Updates to the Common Rule – The Federal Policy for the Protection of Human Subjects – that were initially due to come into effect on January 19, 2018 have been delayed by 6 months, giving research organizations more time to comply with the new provisions. The new compliance date is July 19, 2018, although the provision covering cooperative research still has a compliance date of Jan 20, 2020.

Several healthcare organizations, including the American Medical Informatics Association (AMIA), the Associated of American Medical Colleges (AAMC), and the Association of American Universities (AAU), called for the compliance date to be pushed back due to uncertainty surrounding the final rule. A delay would allow institutions additional time to ensure compliance and would allow federal agencies more time to issue guidance to researchers to help them implement the updated regulations.

16 federal departments, including the Department of Health and Human Services, made revisions to the Common Rule. In a notice of proposed Rulemaking, the need for the delay to the compliance date was explained. “Without a delay, and without guidance, institutions that have expected a delay who hastily attempt to implement the revised rule without adequate preparation are bound to make mistakes, the consequences of which may jeopardize the proper conduct of research and the safety and wellbeing of human subjects.”

While the delay will be welcomed by many organizations, those that had already prepared to comply with the new provisions of the Common Rule ahead of the January 19 compliance date will now need to continue with their old policies and procedures for a further six months, which may cause some conflicts.

Changes to the Common Rule

The final rule update to the Common Rule was issued on January 19, 2017 on the last day of the Obama administration. One of the main reasons for the update was since the Common Rule was introduced in 1991, there have been many changes to how research is conducted.

At the time, research was mainly conducted in universities and medical institutions, with studies taking place at a single site. Today, the scale of research studies has increased, they often involve multiple sites, data is now digital, and the research is now more diverse. An update to the Common Rule was therefore long overdue.

The changes will improve privacy protections for research participants. The updated Common Rule is closely with the HIPAA Privacy Rule and introduces further safeguards to protect the privacy of research participants, while also improving the availability of health data for secondary research.

The update sees consent requirements changed to require information about research studies to be detailed on consent forms in language that a reasonable person would understand. The changes also make it possible for broad consent for secondary research to be obtained, which will improve the availability of patient-reported data and biospecimens for research.  The changes will also help research institutions obtain up-to-the-minute data from mobile applications and devices used by patients.
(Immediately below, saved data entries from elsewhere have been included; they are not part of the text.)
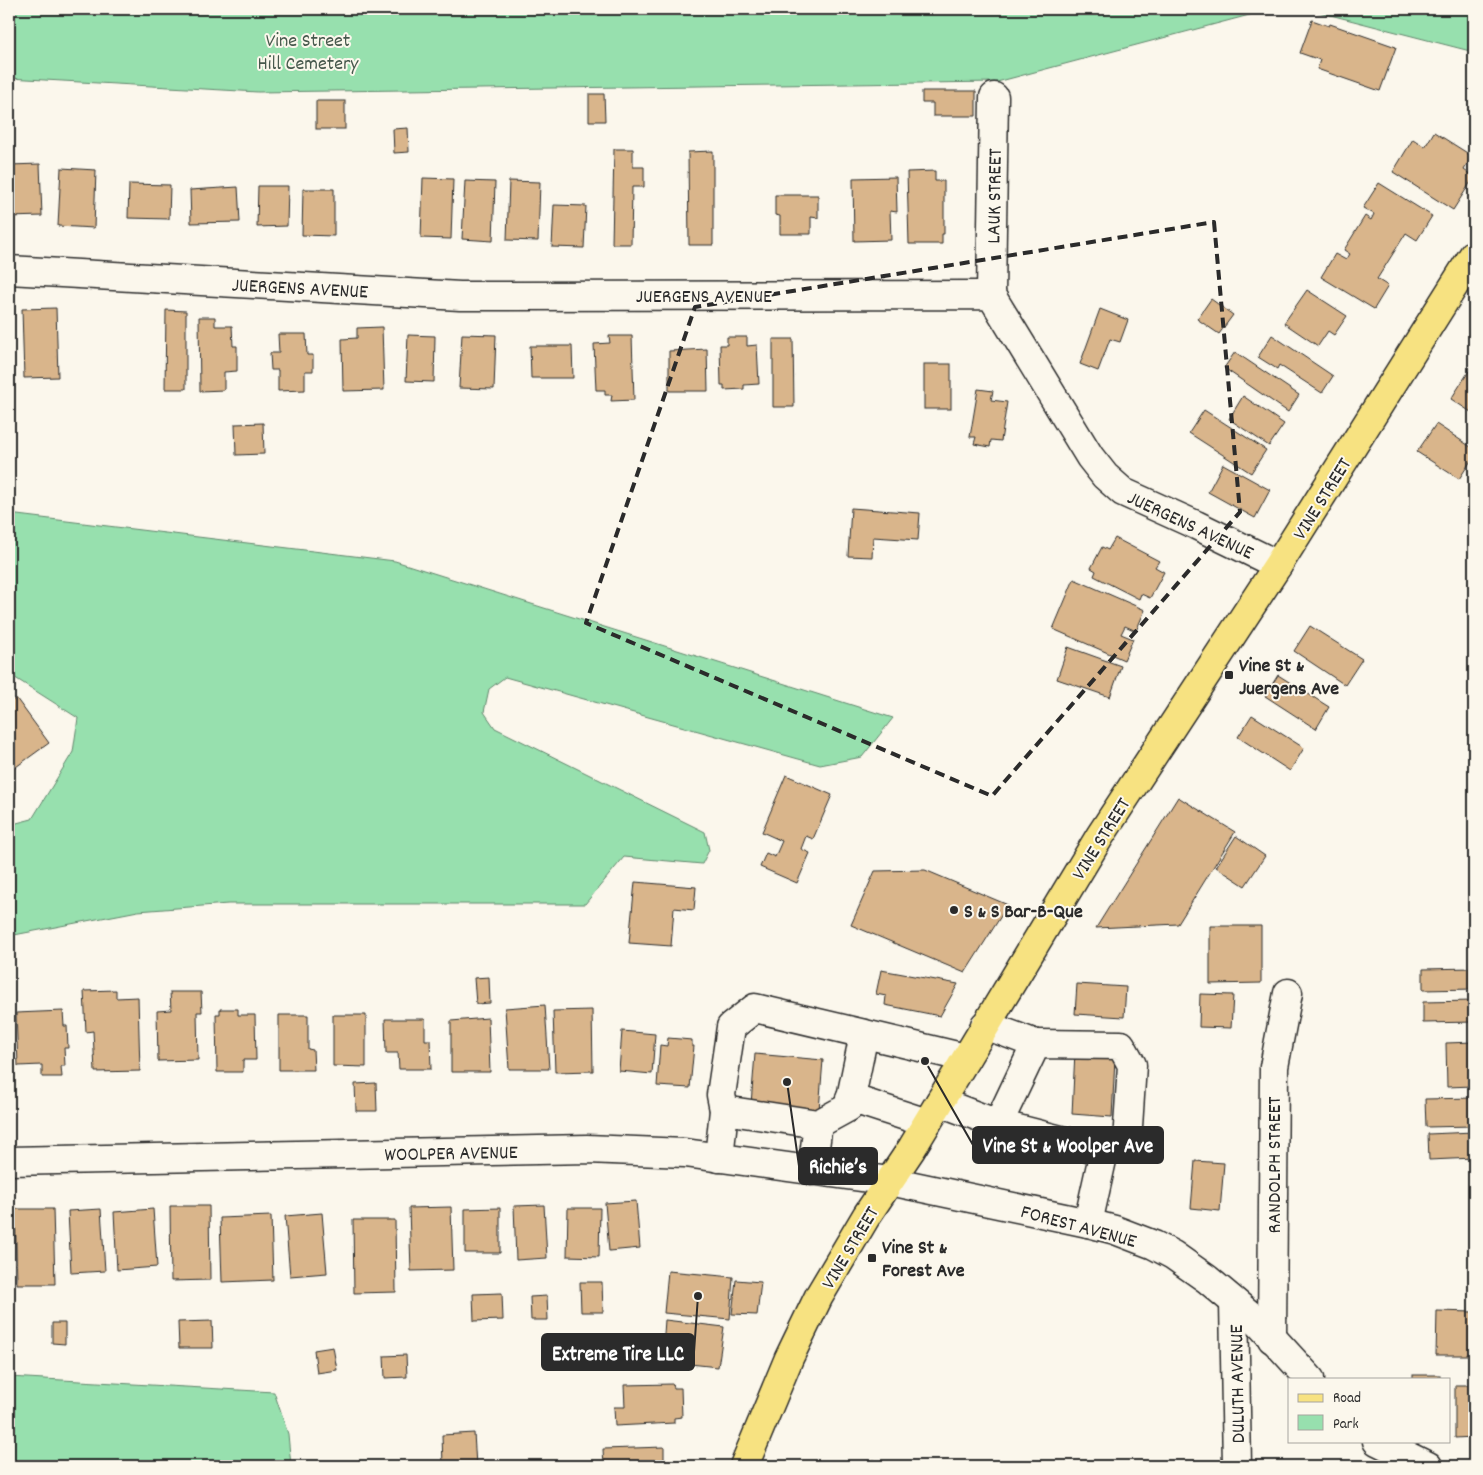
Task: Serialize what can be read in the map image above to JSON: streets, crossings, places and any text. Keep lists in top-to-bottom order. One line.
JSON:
{"streets":{"main road":["VINE STREET"],"street":["LAUK STREET","JUERGENS AVENUE","WOOLPER AVENUE","RANDOLPH STREET","FOREST AVENUE","DULUTH AVENUE"]},"crossings":[["LAUK STREET","JUERGENS AVENUE"],["JUERGENS AVENUE","VINE STREET"],["VINE STREET","WOOLPER AVENUE"],["VINE STREET","FOREST AVENUE"],["WOOLPER AVENUE","FOREST AVENUE"],["RANDOLPH STREET","FOREST AVENUE"],["FOREST AVENUE","DULUTH AVENUE"]],"parks":["Vine Street Hill Cemetery"],"places":{"transit":["Vine St & Juergens Ave","Vine St & Forest Ave"],"other":["S & S Bar-B-Que","Vine St & Woolper Ave","Richie’s","Extreme Tire LLC"]},"legend":["Road","Park"]}
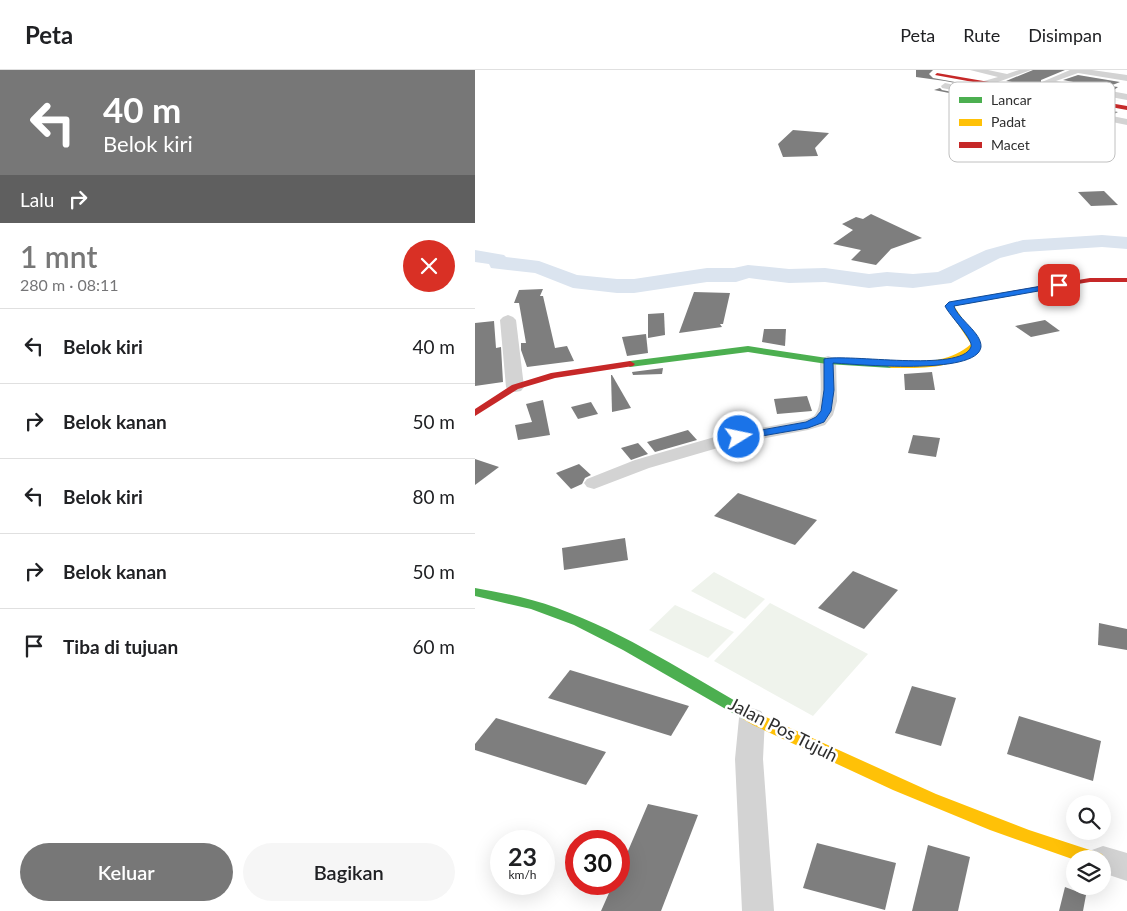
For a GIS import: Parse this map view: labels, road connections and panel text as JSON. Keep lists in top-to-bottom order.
{
  "streets": {
    "street": ["Jalan Pos Tujuh"]
  },
  "legend": ["Lancar", "Padat", "Macet"],
  "page": {
    "header": "Peta",
    "nav": ["Peta", "Rute", "Disimpan"],
    "turn": ["40 m", "Belok kiri"],
    "then": "Lalu",
    "heading": ["1 mnt", "280 m · 08:11"],
    "list": [
      {
        "name": "Belok kiri",
        "value": "40 m"
      },
      {
        "name": "Belok kanan",
        "value": "50 m"
      },
      {
        "name": "Belok kiri",
        "value": "80 m"
      },
      {
        "name": "Belok kanan",
        "value": "50 m"
      },
      {
        "name": "Tiba di tujuan",
        "value": "60 m"
      }
    ],
    "speed": "23 km/h",
    "limit": "30",
    "buttons": ["Keluar", "Bagikan"]
  }
}
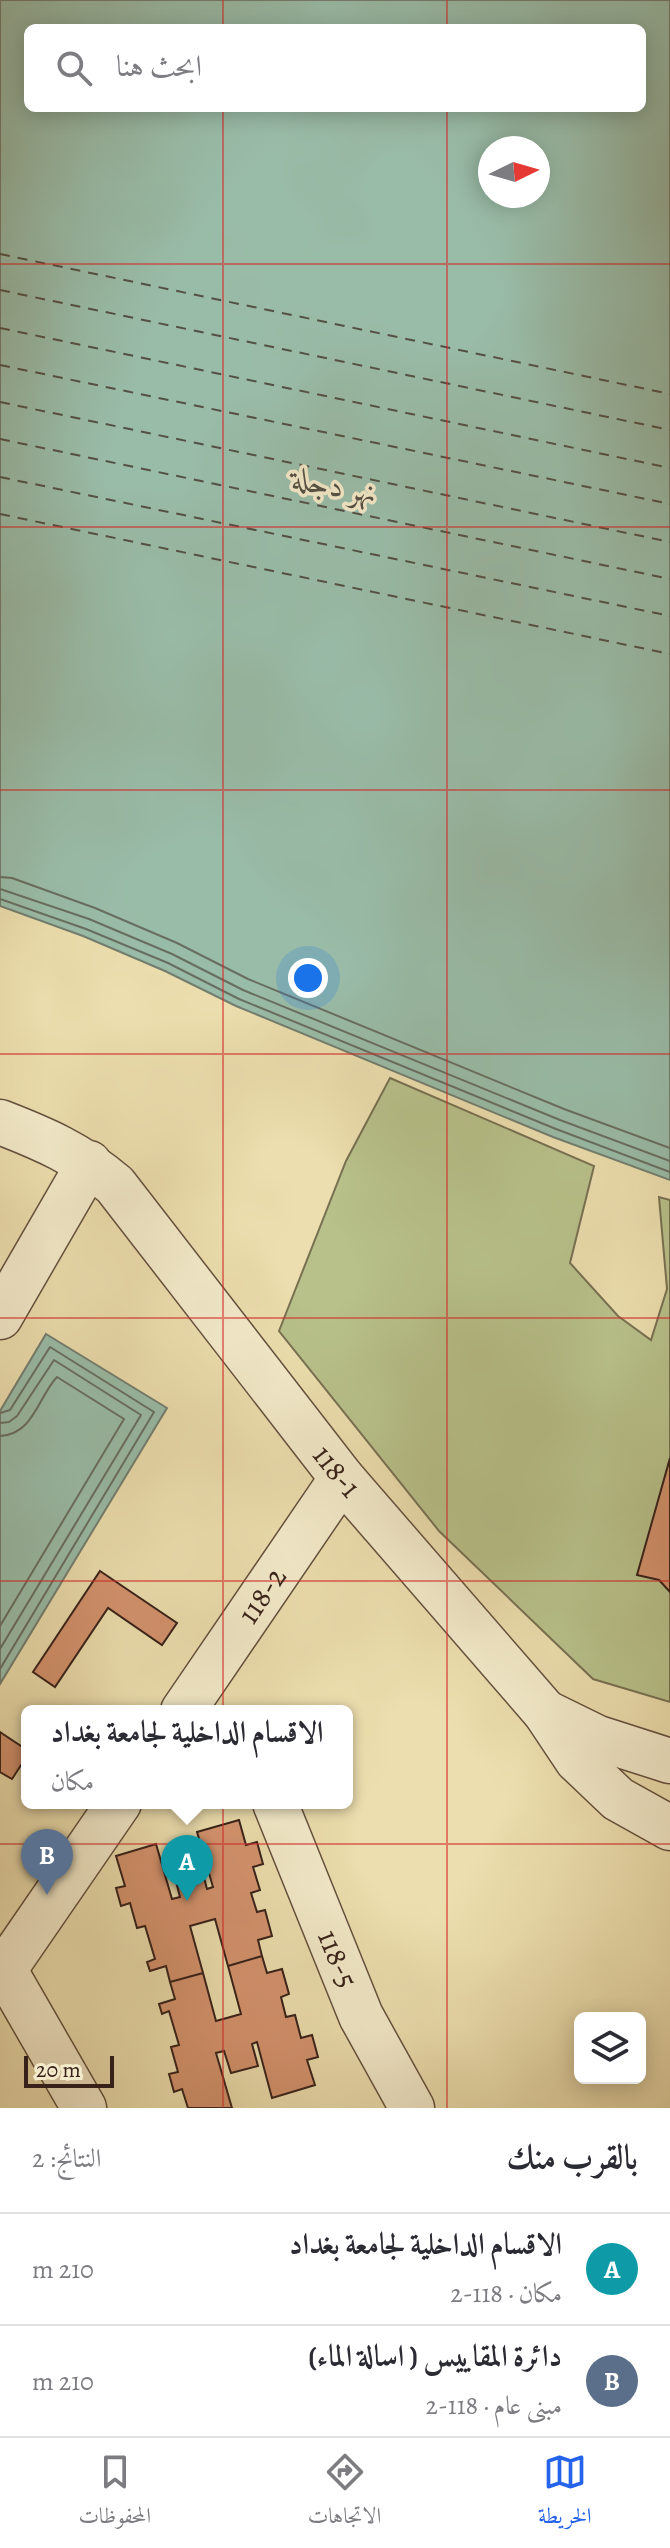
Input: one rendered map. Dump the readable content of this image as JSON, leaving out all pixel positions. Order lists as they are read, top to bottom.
{
  "streets": {
    "street": ["118-1", "118-2", "118-5"]
  },
  "crossings": [
    ["118-1", "118-2"]
  ],
  "water": ["نهر دجلة"],
  "scale_bar": "20 m",
  "north": "right",
  "page": {
    "search": "ابحث هنا",
    "popup": ["الاقسام الداخلية لجامعة بغداد", "مكان"],
    "pins": ["B", "A"],
    "scale": "20 m",
    "heading": ["بالقرب منك", "النتائج: 2"],
    "list": [
      {
        "mark": "A",
        "name": "الاقسام الداخلية لجامعة بغداد",
        "note": "مكان · 118-2",
        "value": "210 m"
      },
      {
        "mark": "B",
        "name": "دائرة المقاييس ( اسالة الماء)",
        "note": "مبنى عام · 118-2",
        "value": "210 m"
      }
    ],
    "nav": ["الخريطة", "الاتجاهات", "المحفوظات"]
  }
}
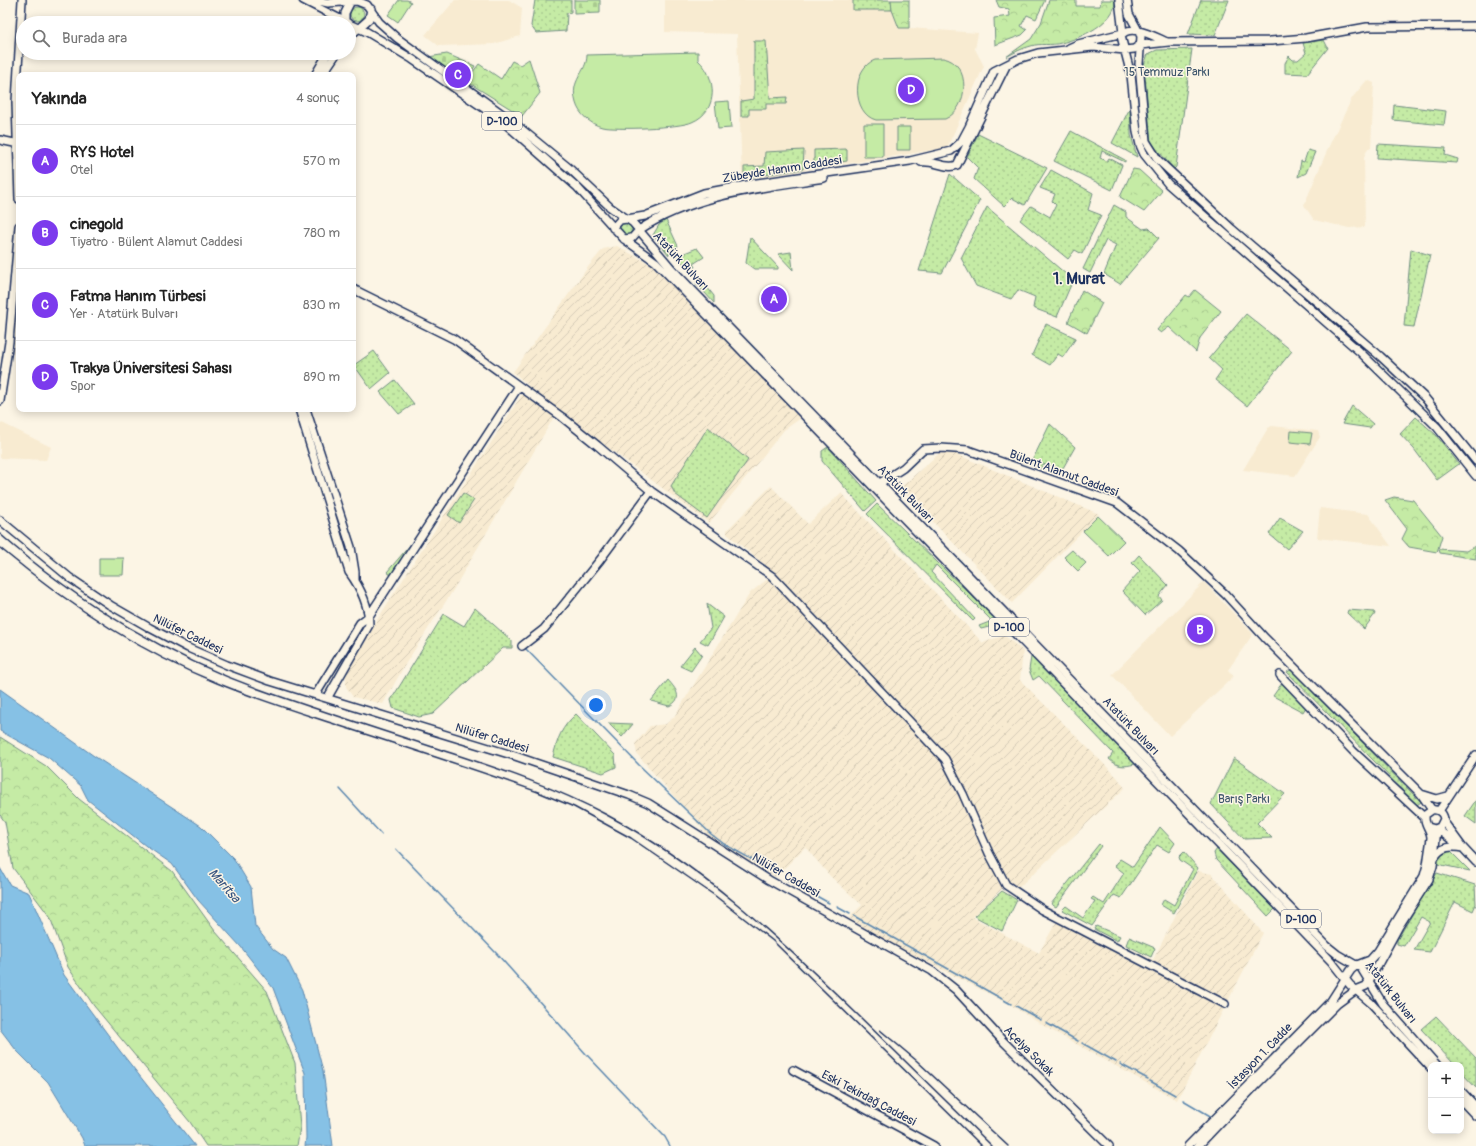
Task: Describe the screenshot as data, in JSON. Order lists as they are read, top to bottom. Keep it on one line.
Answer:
{"streets":{"main road":["D-100","Zübeyde Hanım Caddesi","Atatürk Bulvarı","Bülent Alamut Caddesi","Nilüfer Caddesi","Açelya Sokak","İstasyon 1. Cadde","Eski Tekirdağ Caddesi"]},"crossings":[["Zübeyde Hanım Caddesi","Atatürk Bulvarı"],["Atatürk Bulvarı","Bülent Alamut Caddesi"],["Atatürk Bulvarı","İstasyon 1. Cadde"],["Nilüfer Caddesi","Açelya Sokak"]],"districts":["1. Murat"],"water":["Maritsa"],"parks":["15 Temmuz Parkı","Barış Parkı"],"page":{"search":"Burada ara","pins":["C","D","A","B"],"heading":["Yakında","4 sonuç"],"list":[{"mark":"A","name":"RYS Hotel","note":"Otel","value":"570 m"},{"mark":"B","name":"cinegold","note":"Tiyatro · Bülent Alamut Caddesi","value":"780 m"},{"mark":"C","name":"Fatma Hanım Türbesi","note":"Yer · Atatürk Bulvarı","value":"830 m"},{"mark":"D","name":"Trakya Üniversitesi Sahası","note":"Spor","value":"890 m"}],"map_buttons":["+","−"]}}
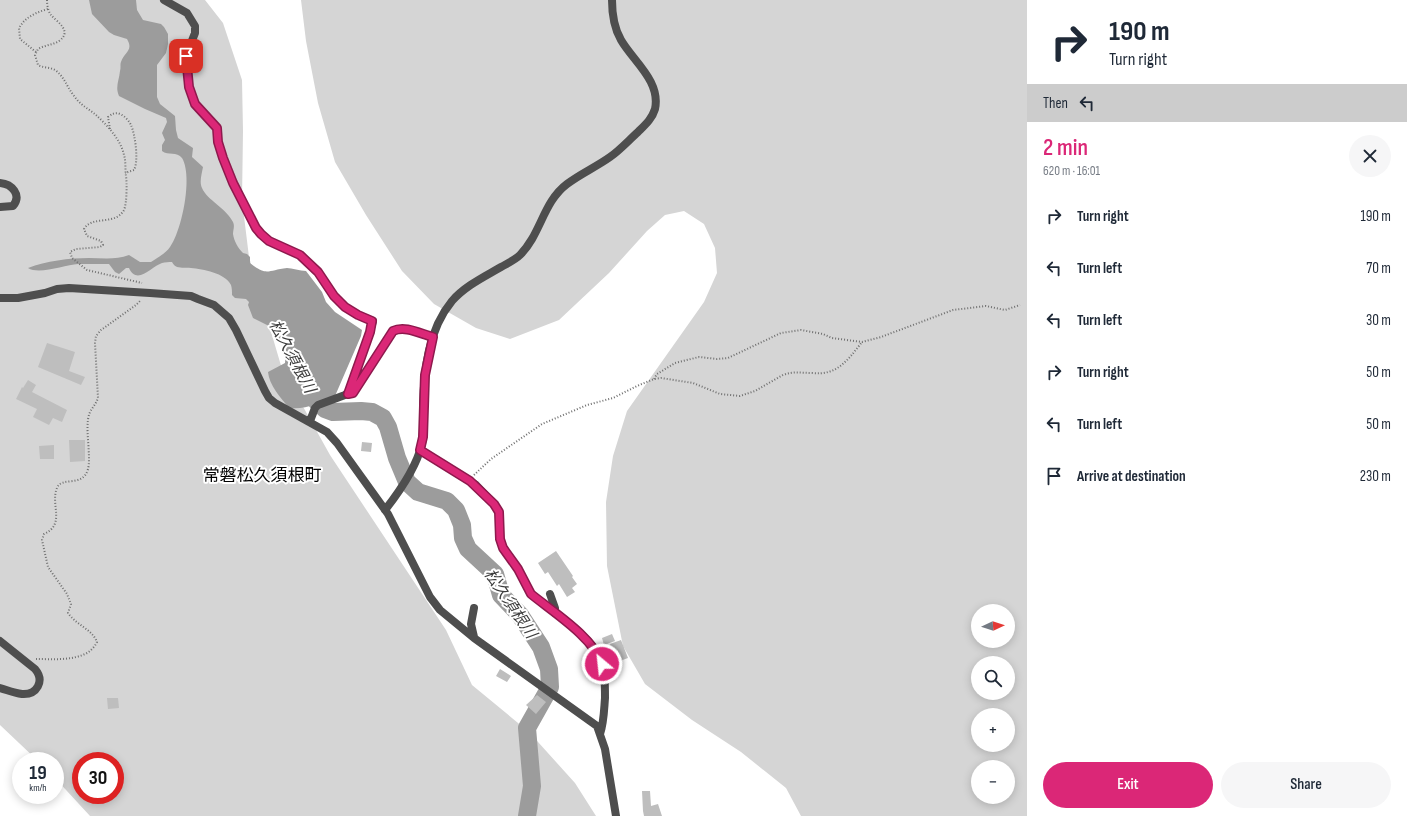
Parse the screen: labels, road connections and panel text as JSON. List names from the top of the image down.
{
  "districts": ["常磐松久須根町"],
  "water": ["松久須根川"],
  "north": "right",
  "page": {
    "turn": ["190 m", "Turn right"],
    "then": "Then",
    "heading": ["2 min", "620 m · 16:01"],
    "list": [
      {
        "name": "Turn right",
        "value": "190 m"
      },
      {
        "name": "Turn left",
        "value": "70 m"
      },
      {
        "name": "Turn left",
        "value": "30 m"
      },
      {
        "name": "Turn right",
        "value": "50 m"
      },
      {
        "name": "Turn left",
        "value": "50 m"
      },
      {
        "name": "Arrive at destination",
        "value": "230 m"
      }
    ],
    "map_buttons": ["+", "−"],
    "speed": "19 km/h",
    "limit": "30",
    "buttons": ["Exit", "Share"]
  }
}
The updates clarify that certain public health surveillance activities are exempt from Common Rule restrictions, which will help with monitoring the spread of disease in the United States. Certain low-risk studies conducted by HIPAA Covered entities will also be exempt.

The HHS has also pointed out that the oversight system will not add an unnecessary administrative burden and the update has introduced greater flexibility to match today’s dynamic research environment.

Comments on the Interim Final Rule are being accepted until March 23, 2018 and guidance to help institutions comply with the Common Rule changes will be released over the coming weeks.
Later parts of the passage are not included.